Moment mal
von Wilfried Schmidt
Der Totensonntag liegt gerade wieder hinter uns. Wir denken an die, die ganz selbstverständlich zu unserem Leben dazu gehörten. Bis dann der Tag kam, an dem sie einem genommen wurden. Eltern, Großeltern, Geschwister, Freunde, ja sogar eigene Kinder. Trauer und Wehmut machen sich breit, Schmerz und Hilflosigkeit. Aber auch Dank für die Menschen und für das, was man durch sie hatte und was man durch sie geworden ist.
Totensonntag. Dieser Tag zeigt uns auch, dass das Leben kostbar ist. Gott hat uns das Leben geschenkt. Natürlich, unsere Eltern haben ihren Anteil dabei. Gott wollte, dass wir leben, dass wir diese Welt im Frieden und mit Zuversicht entdecken.
Dass das Leben nicht immer schön ist, erlebt man schon in der eigenen Kindheit. Aber man kann auch die Erfahrung machen: Schwierigkeiten lassen sich gemeinsam besser meistern und ertragen. Menschen, die uns zur Seite stehen, helfen uns, "Ja" zu sagen zum Leben mit allen Fragen, Schwierigkeiten und allem Schmerz, den es mitunter mit sich bringt.

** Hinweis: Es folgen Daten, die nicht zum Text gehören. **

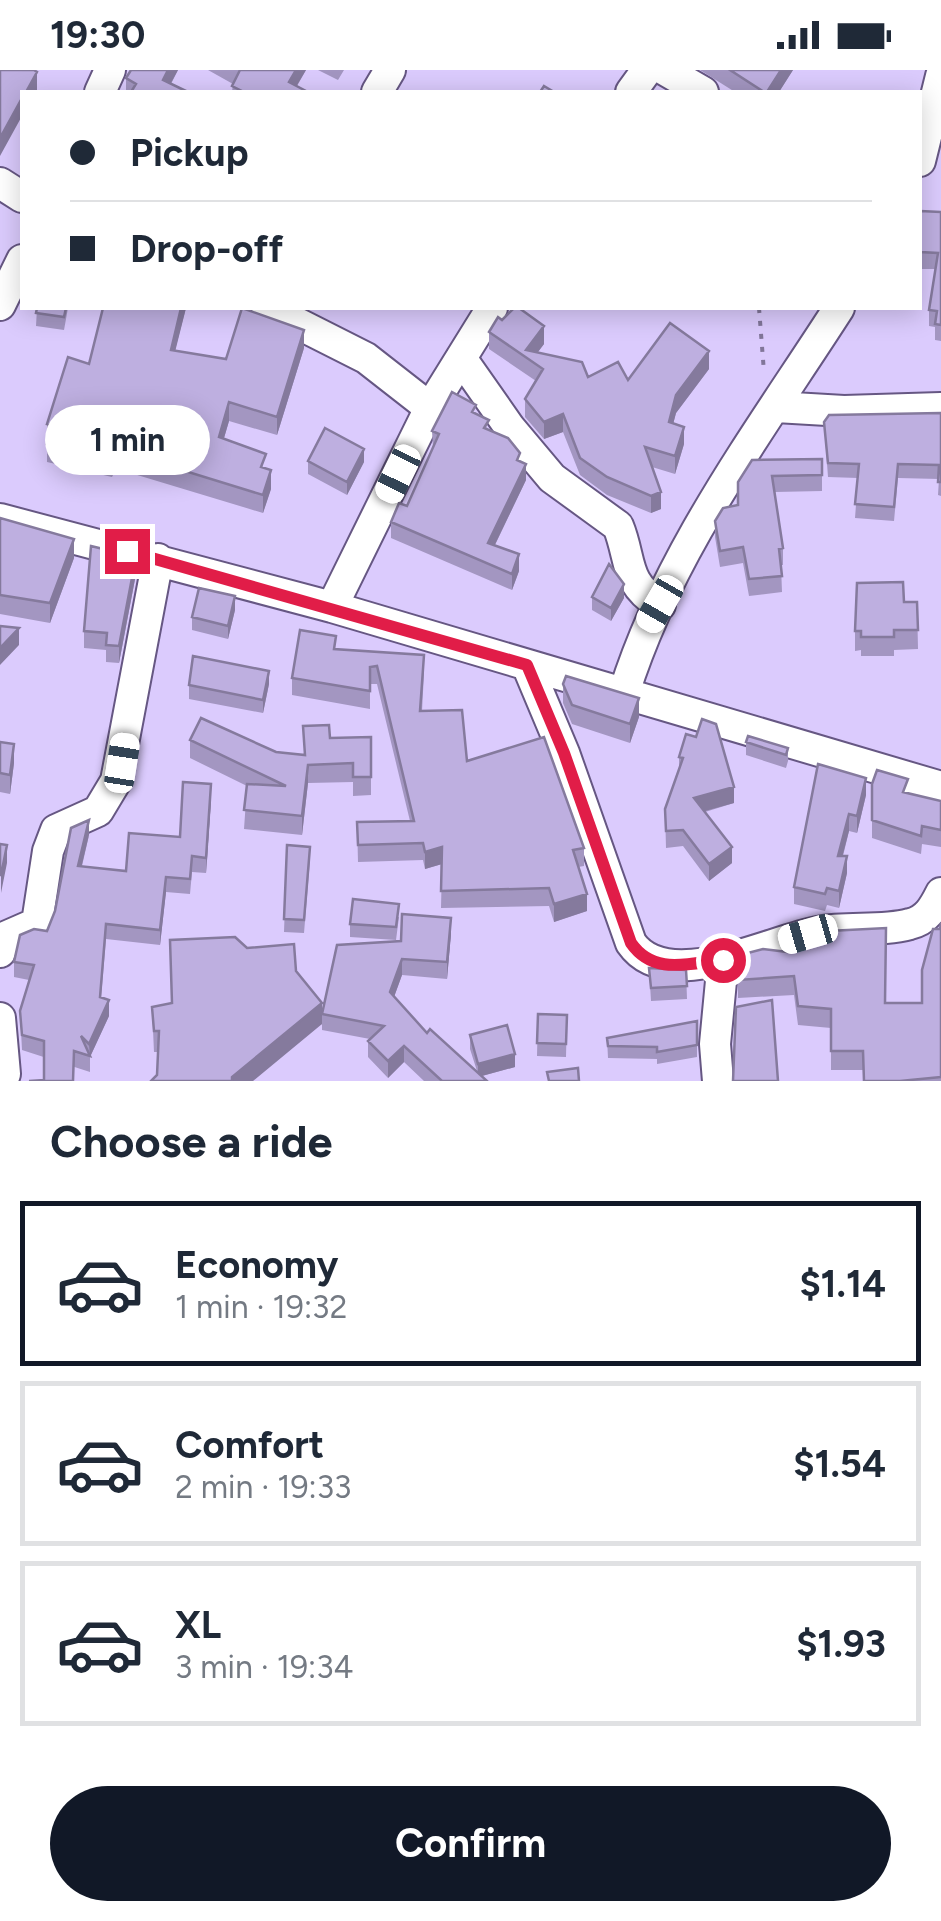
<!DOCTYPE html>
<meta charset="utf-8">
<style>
:root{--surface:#fff;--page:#f6f6f7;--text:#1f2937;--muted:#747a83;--line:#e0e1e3;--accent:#111827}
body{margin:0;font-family:Figtree,sans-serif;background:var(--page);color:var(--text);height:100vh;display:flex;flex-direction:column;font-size:38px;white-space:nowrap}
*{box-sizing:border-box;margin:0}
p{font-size:32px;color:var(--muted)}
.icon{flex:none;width:55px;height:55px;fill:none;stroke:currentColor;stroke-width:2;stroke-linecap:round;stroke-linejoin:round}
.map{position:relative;height:1011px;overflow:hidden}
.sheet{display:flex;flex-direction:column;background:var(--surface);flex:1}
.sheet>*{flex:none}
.guide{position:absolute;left:20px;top:20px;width:902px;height:220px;border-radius:0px;box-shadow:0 5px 25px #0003;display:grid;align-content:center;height:220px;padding:0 50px;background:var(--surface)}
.end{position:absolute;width:45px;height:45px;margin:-22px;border:12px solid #e11d48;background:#fff;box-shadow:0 0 0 5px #fff}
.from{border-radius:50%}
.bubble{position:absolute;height:70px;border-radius:35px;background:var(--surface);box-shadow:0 5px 25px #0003;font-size:32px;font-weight:700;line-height:70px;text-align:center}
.car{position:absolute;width:30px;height:60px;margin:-30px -15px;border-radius:12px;box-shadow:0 0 8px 2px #0007;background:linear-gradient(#fff 24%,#345 0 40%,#fff 0 76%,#345 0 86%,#fff 0)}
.guide b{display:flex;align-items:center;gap:35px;height:95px;font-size:38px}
.guide b+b{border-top:2px solid var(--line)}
.guide i{width:25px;height:25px;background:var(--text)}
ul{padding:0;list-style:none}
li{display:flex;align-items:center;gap:30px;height:165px;margin:0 20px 15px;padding:0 30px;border:5px solid var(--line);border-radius:0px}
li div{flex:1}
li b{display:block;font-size:38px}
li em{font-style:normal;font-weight:700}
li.selected{border-color:var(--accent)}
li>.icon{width:90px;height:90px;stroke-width:1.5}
h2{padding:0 50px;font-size:45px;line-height:120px}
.cta{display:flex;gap:20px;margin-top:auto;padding:20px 50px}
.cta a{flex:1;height:115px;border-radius:60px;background:var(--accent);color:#fff;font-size:40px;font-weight:700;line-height:115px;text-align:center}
.status{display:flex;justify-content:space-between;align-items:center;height:70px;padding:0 50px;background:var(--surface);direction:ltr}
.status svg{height:28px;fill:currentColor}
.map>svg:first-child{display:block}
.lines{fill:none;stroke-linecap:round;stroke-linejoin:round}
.minor-casing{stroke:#665783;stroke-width:34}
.path{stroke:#817699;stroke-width:4;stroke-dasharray:5 8;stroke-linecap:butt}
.minor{stroke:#fff;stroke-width:30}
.wall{fill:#a396c1}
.shaded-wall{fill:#857a9d}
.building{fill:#beafe0;stroke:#857a9d;stroke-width:2.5}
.route{stroke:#e11d48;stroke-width:12}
</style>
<div class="status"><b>19:30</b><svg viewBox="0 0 49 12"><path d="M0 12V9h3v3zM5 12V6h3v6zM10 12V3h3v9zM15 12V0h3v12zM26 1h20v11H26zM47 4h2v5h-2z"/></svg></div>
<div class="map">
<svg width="941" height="1011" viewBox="0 0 941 1011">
<rect width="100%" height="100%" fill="#dbcbfd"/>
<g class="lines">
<defs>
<path id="minor" d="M665,0L703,22
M100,22L110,0
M377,22L390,0
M631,22L647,0
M920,91L941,6
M0,113L22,127
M0,235L22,190
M267,238L366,288L430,338
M461,288L510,358L552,408L618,456C632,490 623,512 660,535
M776,337L844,341L941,338
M0,449L332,537L941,717
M332,537L430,338L492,238
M527,595L564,683L631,873C667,925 768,871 818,862C848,856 881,862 910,854C927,850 934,837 941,823
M624,623C668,482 760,361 839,238
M0,882L5,867L37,853L48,781L56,760L98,741L116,711L158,489
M0,948L5,1004L2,1011
M718,1011L715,974L723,890"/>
</defs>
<use href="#minor" class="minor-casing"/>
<path class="path" d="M759,238L764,302"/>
<use href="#minor" class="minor"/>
</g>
<path class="wall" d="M131,0H178L171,14L188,22H126V8Z
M208,0H306L297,16L308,22H232L233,14Z
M318,0H344L338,10Z
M700,0H793L779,22H735Z
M920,141L941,142V271L935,270V257L929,256V240L935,199H920Z
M37,238H68L64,260L36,256Z
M103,238H186L175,280L226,289L304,278L277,365L229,351L224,368L266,399L271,419L263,443L114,398L112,407L47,392V354L89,294Z
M489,262L544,274L538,282L588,307L628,310L709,299L676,343L673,354L684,374L675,404L652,397L661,439L651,443L607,425L580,405L563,362L544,369L525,347V329L536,311L489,279Z
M941,343V426L938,425L939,409L898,408L894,451L855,448L858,408L828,407L824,352Z
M476,344L489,360L520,391L526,410L495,475L519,501L512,520L391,468V452L407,436L433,378L432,361Z
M822,389V421L775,422L783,478V495H781L782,522L749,526L743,493L720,497L715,467V451L738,435V412Z
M308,391L364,392L347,425L308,404Z
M0,448L74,488L50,553L0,544Z
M136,504L119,593L106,592V580L84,578V561Z
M592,527L624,528L611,551L592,540Z
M904,532H917L918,579L894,580V586H861V580L855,581V561Z
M235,540L228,569L192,560V547Z
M336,579L424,603L422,641L467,691L584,778V796L578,797L587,841L554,852L549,836L441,838L442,794L425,799L423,790L358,792L357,752L410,751L377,614H370V639L292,625V608Z
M269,614L263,643L189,629V615Z
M563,614L639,647L630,673L572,654L563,633Z
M371,667V725L353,726V712L308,713L302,765L244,759L247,716L190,688V670L304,685L330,668Z
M696,667L734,733L705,742L732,793L709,811L683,776L666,778L665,739L679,700V687Z
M0,672L14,693L10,724L0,722Z
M746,672L788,678V691L786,698L746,685Z
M818,694L866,725L857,763L849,761L843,786L847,803L839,838L827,835L825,841L794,834V817Z
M872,714L941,731V777L922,774L921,784L872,768Z
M211,730L206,803L192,802L190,824L166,822L160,875L106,869L101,928L109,946L90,987V1002L22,980L20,941L29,910L14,907V892L47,861L89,765L82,796L126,801L180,767Z
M287,775L310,790L304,863L284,862Z
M399,847L396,870L350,867V854Z
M941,853V1011H864L863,1000H831V958L798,955L794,925L738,928V910L788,882L828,870L885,933H922Z
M451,864L447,909L402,905L394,927L427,963L477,1001L470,979V965L515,997L482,1006L487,1011H424L404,992L388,1008L368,987V971L370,969L322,960V944L401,871Z
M170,870L247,878L296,901L322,954L157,1005L158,982H154L152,937L172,933Z
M649,898L686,900L687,929L651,931Z
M538,944L567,945L566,987L537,986Z
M697,951V987L657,994V989L608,988L607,968Z"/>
<path class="shaded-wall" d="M168,0H178L166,22L163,10Z
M296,0H306L293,22L289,12Z
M781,0H793L779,22H767Z
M37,2V20L36,22H26Z
M22,28V46L0,86V68Z
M181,238H186L171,298V280Z
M544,256V274L531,291L526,280Z
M304,260V278L277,365V347Z
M709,281V299L676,343L669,370V352L676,325Z
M229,332V351L219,385V367Z
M563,344V362L544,369V352Z
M684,357V374L675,404V386Z
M114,379V398L112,407V389Z
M364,379V392L347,425V412Z
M526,394V410L488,489V473Z
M271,400V419L263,443V425Z
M661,422V439L651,443V426Z
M74,469V488L50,553V533Z
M519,484V501L512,520V504Z
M136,487V504L119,593V576Z
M624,514V528L611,551V538Z
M235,526V540L228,569V556Z
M19,558V575L0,595V578Z
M269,601V614L263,643V630Z
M639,628V647L630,673V654Z
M14,674V693L10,724V705Z
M308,695V713L302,765V746Z
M866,708V725L857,763V746Z
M211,714V730L206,803V788Z
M734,717V733L694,744V728Z
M849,744V761L838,803V786Z
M89,750V765L78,811V796Z
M7,775V793L1,823V805Z
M442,777V794L425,799V782Z
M732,777V793L709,811V794Z
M847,786V803L839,838V821Z
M166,807V822L160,875V860Z
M587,824V841L554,852V834Z
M451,848V864L447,909V892Z
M402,889V905L390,938V922Z
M109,930V946L90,987L89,974Z
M322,933V954L253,1011H232V1007Z
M404,976V992L388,1008V991Z
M515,984V997L478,1007V994Z"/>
<path class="building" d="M0,0H34L37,2L26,22H22V28L0,68Z
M131,0H168L163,10L188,22H131L136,14L126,8Z
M240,0H296L289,12L308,22H244L232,16Z
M730,0H781L767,22H764Z
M544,16L554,22H540Z
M920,141L941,142V255L935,254L937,241L929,240L938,183L920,182Z
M37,238H66L64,247L36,243Z
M103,238H181L171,280L226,289L242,238L304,260L277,347L229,332L219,367L266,384L261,397L271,400L263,425L114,379L112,389L47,374L52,355L47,354L68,287L89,294Z
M514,238H519L544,256L526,280L582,292L588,307L618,292L628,310L670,253L709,281L676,325L669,352L684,357L675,386L645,377L661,422L651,426L607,407L580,388L563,344L544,352L525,329L543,299L489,262L498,247L502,250Z
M452,322L476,335L472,342L489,350L484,358L508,368L520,383L517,390L526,394L488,473L519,484L512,504L391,452L399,433L407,436L439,364L432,361Z
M941,343V412H938L939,395L898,394L894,437L855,434L859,394L828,393L824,352L829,345Z
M325,358L364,379L347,412L308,391Z
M822,389V405L772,406L783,478L779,479L782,506L749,509L743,477L720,481L715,451L723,438L738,435V412L752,390Z
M0,448L74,469L50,533L0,525Z
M91,476L136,487L119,576L106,575L107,563L84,561Z
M609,494L624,514L611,538L592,527Z
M903,512L904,532H917L918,560H894V567H861V561H855L857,513Z
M199,518L235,526L228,556L192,547Z
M0,556L19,558L0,578Z
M300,560L336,566L334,579L424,585L420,641L462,640L467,691L544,667L584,778L573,780L587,824L554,834L549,818L441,821L442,777L425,782L423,773L358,775L357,752L414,751L377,596L370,597V621L292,608Z
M193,586L269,601L263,630L189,615Z
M566,606L639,628L630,654L572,635L563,614Z
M201,648L276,682L305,685L303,656L329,655L330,668L371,667V707H353V693L308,695L302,746L244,740L247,714L286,716L190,670Z
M702,649L716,654L734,717L694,728L732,777L709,794L683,760L666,761L665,739L683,688L679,687L686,664L696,667Z
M748,666L788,678L786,685L746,672Z
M0,672L14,674L10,705L0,703Z
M818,694L866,708L857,746L849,744L838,786H847L839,821L827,818L825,824L794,817Z
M877,700L908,709L903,722L941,731V760L922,756L921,766L872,750V714Z
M183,712L211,714L206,788L192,786L190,809L166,807L160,860L106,854L100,927L109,930L89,974L81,966L90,986L74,981L73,1011H29L44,1010V971L22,965L20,941L34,895L14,892L20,865L34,859L47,861L55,841L71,758L89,750L78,796L126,801L129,763L180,767Z
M0,774L7,775L1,805H0Z
M287,775L310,777L304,850L284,849Z
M353,829L399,834L396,857L350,854Z
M402,844L451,848L447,892L402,889L390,922L427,963L430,959L487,1011H442L404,976L388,991L368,971L384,956L322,944L337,875L401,871Z
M941,853V1007L900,1011H864L863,981H831V939L798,936L794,906L738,910L740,885L763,879L788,882L789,871L828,870L829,861L886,858L885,933H922V900L933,859H940Z
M235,867L247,878L294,874L296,901L322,933L232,1007V1011H151L157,1005L159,961H154L152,937L172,933L170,870Z
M649,898L686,900L687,916L651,918Z
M772,930L778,1011H733L736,937Z
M538,944L567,945L566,974L537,973Z
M697,951V975L657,982V977L608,976L607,968Z
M507,955L515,984L478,994L470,965Z
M578,998L579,1011H549L547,1002Z"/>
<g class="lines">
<path class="route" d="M127,481L527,595L564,683L631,873C654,906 689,893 723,890"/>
</g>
</svg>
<i class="end from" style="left:723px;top:890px"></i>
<i class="end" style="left:127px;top:481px"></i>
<div class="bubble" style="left:45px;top:335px;width:165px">1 min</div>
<i class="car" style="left:398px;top:404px;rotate:206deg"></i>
<i class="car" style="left:660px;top:534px;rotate:210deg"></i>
<i class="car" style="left:122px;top:693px;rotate:9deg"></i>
<i class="car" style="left:808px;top:864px;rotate:254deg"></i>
<div class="guide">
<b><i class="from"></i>Pickup</b>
<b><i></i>Drop-off</b>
</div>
</div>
<section class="sheet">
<h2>Choose a ride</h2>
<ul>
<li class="selected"><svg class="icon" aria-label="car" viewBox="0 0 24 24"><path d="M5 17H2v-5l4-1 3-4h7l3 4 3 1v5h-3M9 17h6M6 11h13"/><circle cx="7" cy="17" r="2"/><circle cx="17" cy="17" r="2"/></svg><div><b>Economy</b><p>1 min · 19:32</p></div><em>$1.14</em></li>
<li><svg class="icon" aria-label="car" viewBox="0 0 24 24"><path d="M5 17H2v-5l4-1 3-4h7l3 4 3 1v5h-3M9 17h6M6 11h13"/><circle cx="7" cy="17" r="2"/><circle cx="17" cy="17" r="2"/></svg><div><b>Comfort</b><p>2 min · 19:33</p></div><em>$1.54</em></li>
<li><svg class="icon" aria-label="car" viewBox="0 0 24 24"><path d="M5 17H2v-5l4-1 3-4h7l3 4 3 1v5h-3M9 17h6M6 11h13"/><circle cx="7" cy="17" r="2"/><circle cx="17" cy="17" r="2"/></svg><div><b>XL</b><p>3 min · 19:34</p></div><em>$1.93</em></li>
</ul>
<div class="cta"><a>Confirm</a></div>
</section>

Ja zum Leben. Inzwischen ist es leider Alltag geworden, dass auch ein deutliches "Nein" gesagt wird. Zum Beispiel zum Leben manchen Babys, dass sich ungeplant angemeldet hat. Ein Klinikbesuch und alles ist wie vorher ... Wohl in den meisten Fällen würde es helfen, Prioritäten anders zu setzen oder Hilfe zu suchen, dass man doch "Ja" zum werdenden Leben sagen kann, auch wenn der Weg nicht leicht sein sollte.
In diesen Wochen wird das Leben auch in anderer Hinsicht diskutiert: Da, wo ein Mensch das Ja zu seinem Leben verloren hat, weil es ihm durch schwere Krankheit und Schmerzen sinnlos und würdelos erscheint. Darf man einem solchen Menschen aktive Sterbehilfe leisten? Würde eine legale Möglichkeit dazu nicht dokumentieren: das ist keinem zuzumuten, würde das nicht die Nachfrage steigern und auch manche zu diesem Schritt drängen, weil sie niemandem zur Last fallen möchten? Und ist es nicht anderseits so: Wer gelernt hat, Schwierigkeiten zu tragen und zu ertragen, wird es dann auch in möglichen Grenzsituationen leichter haben durchzuhalten.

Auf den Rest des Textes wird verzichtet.